His voice deepened as he added,
“I am not an Englishman, I am from the sun. I tried to explain to you that love for me is an all-consuming fire which I cannot control!”
There was a silence during which Anastasia could not speak.
It seemed to her as if the whole room was lit with golden light.
She could not move – she could hardly breathe –
And then the King said,
“That is why I have come to tell you tonight that you must ask me to stay as your husband or else I must leave you immediately!”

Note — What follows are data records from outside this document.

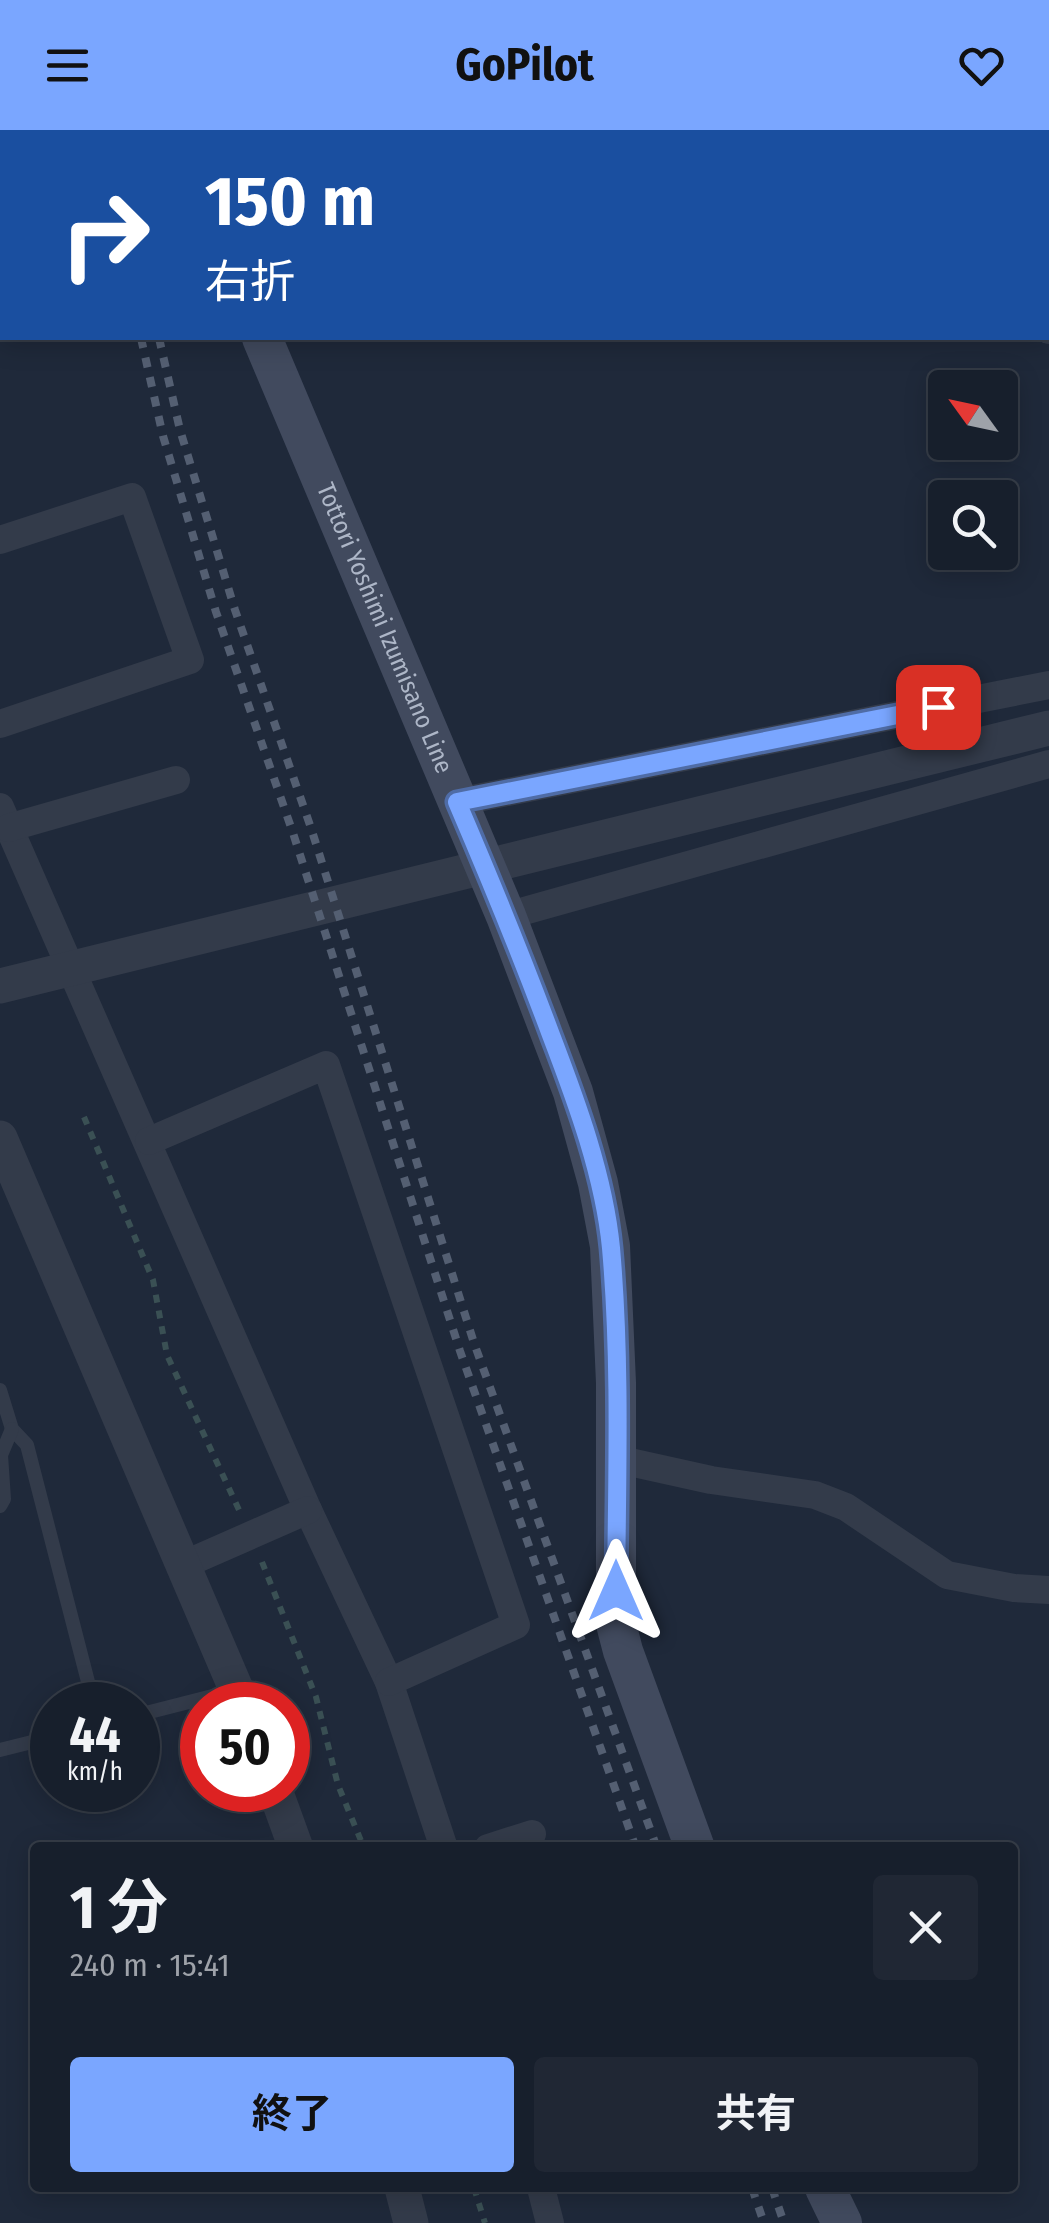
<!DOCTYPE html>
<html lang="ja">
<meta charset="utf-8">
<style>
:root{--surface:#171f2c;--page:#202734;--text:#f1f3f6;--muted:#9ea2a9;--line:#363d48;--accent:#7aa6ff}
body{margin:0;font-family:"Fira Sans Condensed","Noto Sans JP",sans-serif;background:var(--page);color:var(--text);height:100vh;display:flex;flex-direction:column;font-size:38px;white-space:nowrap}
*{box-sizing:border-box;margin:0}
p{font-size:32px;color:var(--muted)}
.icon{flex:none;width:55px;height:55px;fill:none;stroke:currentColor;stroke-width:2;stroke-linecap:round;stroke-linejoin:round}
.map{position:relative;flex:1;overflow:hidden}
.details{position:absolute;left:30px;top:1712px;width:988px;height:350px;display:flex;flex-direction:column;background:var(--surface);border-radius:10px;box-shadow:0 5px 25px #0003,0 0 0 2px var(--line)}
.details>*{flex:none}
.hud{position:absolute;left:0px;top:0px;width:1050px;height:210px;box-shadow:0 5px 25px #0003,0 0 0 2px var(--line);background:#1a4fa0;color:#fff;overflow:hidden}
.needle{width:65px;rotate:303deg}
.tools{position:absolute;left:928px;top:240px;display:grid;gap:20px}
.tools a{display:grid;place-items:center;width:90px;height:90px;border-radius:10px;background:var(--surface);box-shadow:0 5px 25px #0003,0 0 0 2px var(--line);font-size:50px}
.speed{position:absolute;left:30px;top:1552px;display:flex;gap:20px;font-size:50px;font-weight:700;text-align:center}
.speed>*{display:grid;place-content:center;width:130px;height:130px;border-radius:50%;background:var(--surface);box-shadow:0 5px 25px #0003,0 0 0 2px var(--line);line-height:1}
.speed small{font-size:25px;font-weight:400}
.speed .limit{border:15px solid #d22;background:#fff;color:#111}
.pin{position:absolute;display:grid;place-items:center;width:85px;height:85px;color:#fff;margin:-42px;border-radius:20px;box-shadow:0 5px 15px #0006}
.me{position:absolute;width:110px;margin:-55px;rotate:0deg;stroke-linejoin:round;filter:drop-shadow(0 0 8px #0008)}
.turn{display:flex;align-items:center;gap:35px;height:210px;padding:0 40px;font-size:45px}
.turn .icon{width:130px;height:130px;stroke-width:2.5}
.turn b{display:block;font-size:70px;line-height:85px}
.round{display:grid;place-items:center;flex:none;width:105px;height:105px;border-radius:10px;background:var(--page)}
.overview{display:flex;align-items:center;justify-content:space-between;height:170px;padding:0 40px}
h1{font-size:60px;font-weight:700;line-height:75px}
.primary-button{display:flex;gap:20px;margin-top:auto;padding:20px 40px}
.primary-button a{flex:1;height:115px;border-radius:10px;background:var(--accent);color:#111;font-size:40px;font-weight:700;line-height:115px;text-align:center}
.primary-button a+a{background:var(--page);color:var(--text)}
header{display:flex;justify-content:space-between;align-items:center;height:130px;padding:0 40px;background:var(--accent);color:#111;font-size:45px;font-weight:700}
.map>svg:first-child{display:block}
</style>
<header><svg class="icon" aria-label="menu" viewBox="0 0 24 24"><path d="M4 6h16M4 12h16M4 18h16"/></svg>GoPilot<svg class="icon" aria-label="heart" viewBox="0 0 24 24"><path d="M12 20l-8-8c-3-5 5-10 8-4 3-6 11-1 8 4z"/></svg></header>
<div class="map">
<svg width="1049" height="2093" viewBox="0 0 1049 2093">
<rect width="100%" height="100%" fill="#1f293a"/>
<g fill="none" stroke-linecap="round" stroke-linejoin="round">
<g stroke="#3a5054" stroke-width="6" stroke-dasharray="8 8" stroke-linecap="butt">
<path d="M84,987l69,163 14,75 72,155"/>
<path d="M262,1432l54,135 22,88 26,63"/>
<path d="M474,2058l11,35"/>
</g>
<g stroke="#333b4a" stroke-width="14">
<path d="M0,1260l12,39 15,16 67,260"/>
<path d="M0,1376l4,-7 -3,-44 11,-26"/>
<path d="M138,1585l98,-25"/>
<path d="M0,1620l52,-13"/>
</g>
<g stroke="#333b4a" stroke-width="28">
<path d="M726,0l5,2"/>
<path d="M544,2l1,-2"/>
<path d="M914,2l1,-2"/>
<path d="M0,196l2,-1"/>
<path d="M1048,198l1,2"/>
<path d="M0,410l132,-43 58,163 -190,64"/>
<path d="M457,672l592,-117"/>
<path d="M0,677l308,703 81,172 55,166"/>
<path d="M8,698l168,-48"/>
<path d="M506,786l543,-152"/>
<path d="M149,1011l177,-76 190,560 -127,57"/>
<path d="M616,1329l95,21 104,15 31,12 101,68 67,13 35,2"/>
<path d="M183,1435l125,-55"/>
<path d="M488,1718l44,-14"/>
<path d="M541,2058l9,35"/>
</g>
<g stroke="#333b4a" stroke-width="35">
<path d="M0,856l1049,-258"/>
<path d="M0,1008l243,567"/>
<path d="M275,1660l21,58"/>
<path d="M402,2058l9,35"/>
</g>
<g stroke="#414a5e" stroke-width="40">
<path d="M177,0l1,2"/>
<path id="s1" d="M262,208l244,578 67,176 25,91 12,63 6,137v241l7,27 72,197"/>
<path d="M825,2058l17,35"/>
</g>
<g stroke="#545f72" stroke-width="8" stroke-dasharray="10 10" stroke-linecap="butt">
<path d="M100,0v2"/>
<path d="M119,0l1,2"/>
<path d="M141,208l22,98 53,176 77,221 167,518 176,497"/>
<path d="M159,208l21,92 55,180 76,218 163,515 183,505"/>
<path d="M752,2058l12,35"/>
<path d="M772,2058l12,35"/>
</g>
</g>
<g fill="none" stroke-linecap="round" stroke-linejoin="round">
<defs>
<path id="route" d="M616,1461c1,-114 5,-230 -5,-343 -7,-72 -34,-145 -60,-213 -29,-78 -61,-156 -94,-233l481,-95"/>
</defs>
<use href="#route" stroke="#4f6ca6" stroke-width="25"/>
<use href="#route" stroke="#7aa6ff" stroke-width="18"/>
</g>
<g text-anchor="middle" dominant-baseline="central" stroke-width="10" stroke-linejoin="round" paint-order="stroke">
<g font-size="25" fill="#adb6c7" stroke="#18212f">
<text stroke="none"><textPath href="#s1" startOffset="315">Tottori Yoshimi Izumisano Line</textPath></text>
</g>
</g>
</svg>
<div class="tools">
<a><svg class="needle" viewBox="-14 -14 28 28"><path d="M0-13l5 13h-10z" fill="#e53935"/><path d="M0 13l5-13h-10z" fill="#9ea2a9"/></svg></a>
<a><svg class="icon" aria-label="search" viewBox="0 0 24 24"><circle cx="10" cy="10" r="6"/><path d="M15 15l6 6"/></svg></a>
</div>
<div class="speed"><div>44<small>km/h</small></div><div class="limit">50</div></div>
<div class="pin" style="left:938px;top:577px;background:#d93025"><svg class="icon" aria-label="arrive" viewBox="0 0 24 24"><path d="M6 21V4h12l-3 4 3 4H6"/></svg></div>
<svg class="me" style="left:616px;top:1461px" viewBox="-20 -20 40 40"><path d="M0-17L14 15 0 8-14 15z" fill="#7aa6ff" stroke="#fff" stroke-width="4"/></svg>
<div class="hud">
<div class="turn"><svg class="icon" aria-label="right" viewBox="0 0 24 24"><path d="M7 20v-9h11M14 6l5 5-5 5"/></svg><div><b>150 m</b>右折</div></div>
</div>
<section class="details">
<div class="overview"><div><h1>1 分</h1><p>240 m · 15:41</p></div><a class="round"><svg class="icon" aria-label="close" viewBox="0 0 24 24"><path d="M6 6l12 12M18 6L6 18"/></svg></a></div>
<div class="primary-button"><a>終了</a><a>共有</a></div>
</section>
</div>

The King made a sound that was half a laugh and half a groan.
“There is no question, my beautiful one, of lying beside you on the bed and playing at our pretence of marriage. I know that I cannot even stay under the same roof without touching you, without making you mine! I want you – God knows, I want you!”
His voice died away.
Then he said almost sharply,
“The choice is yours! If you tell me to go back to Sergei, I will obey you! But I beg you to release me from the promise I made you and allow me to show you the depth and reality of my love for you.”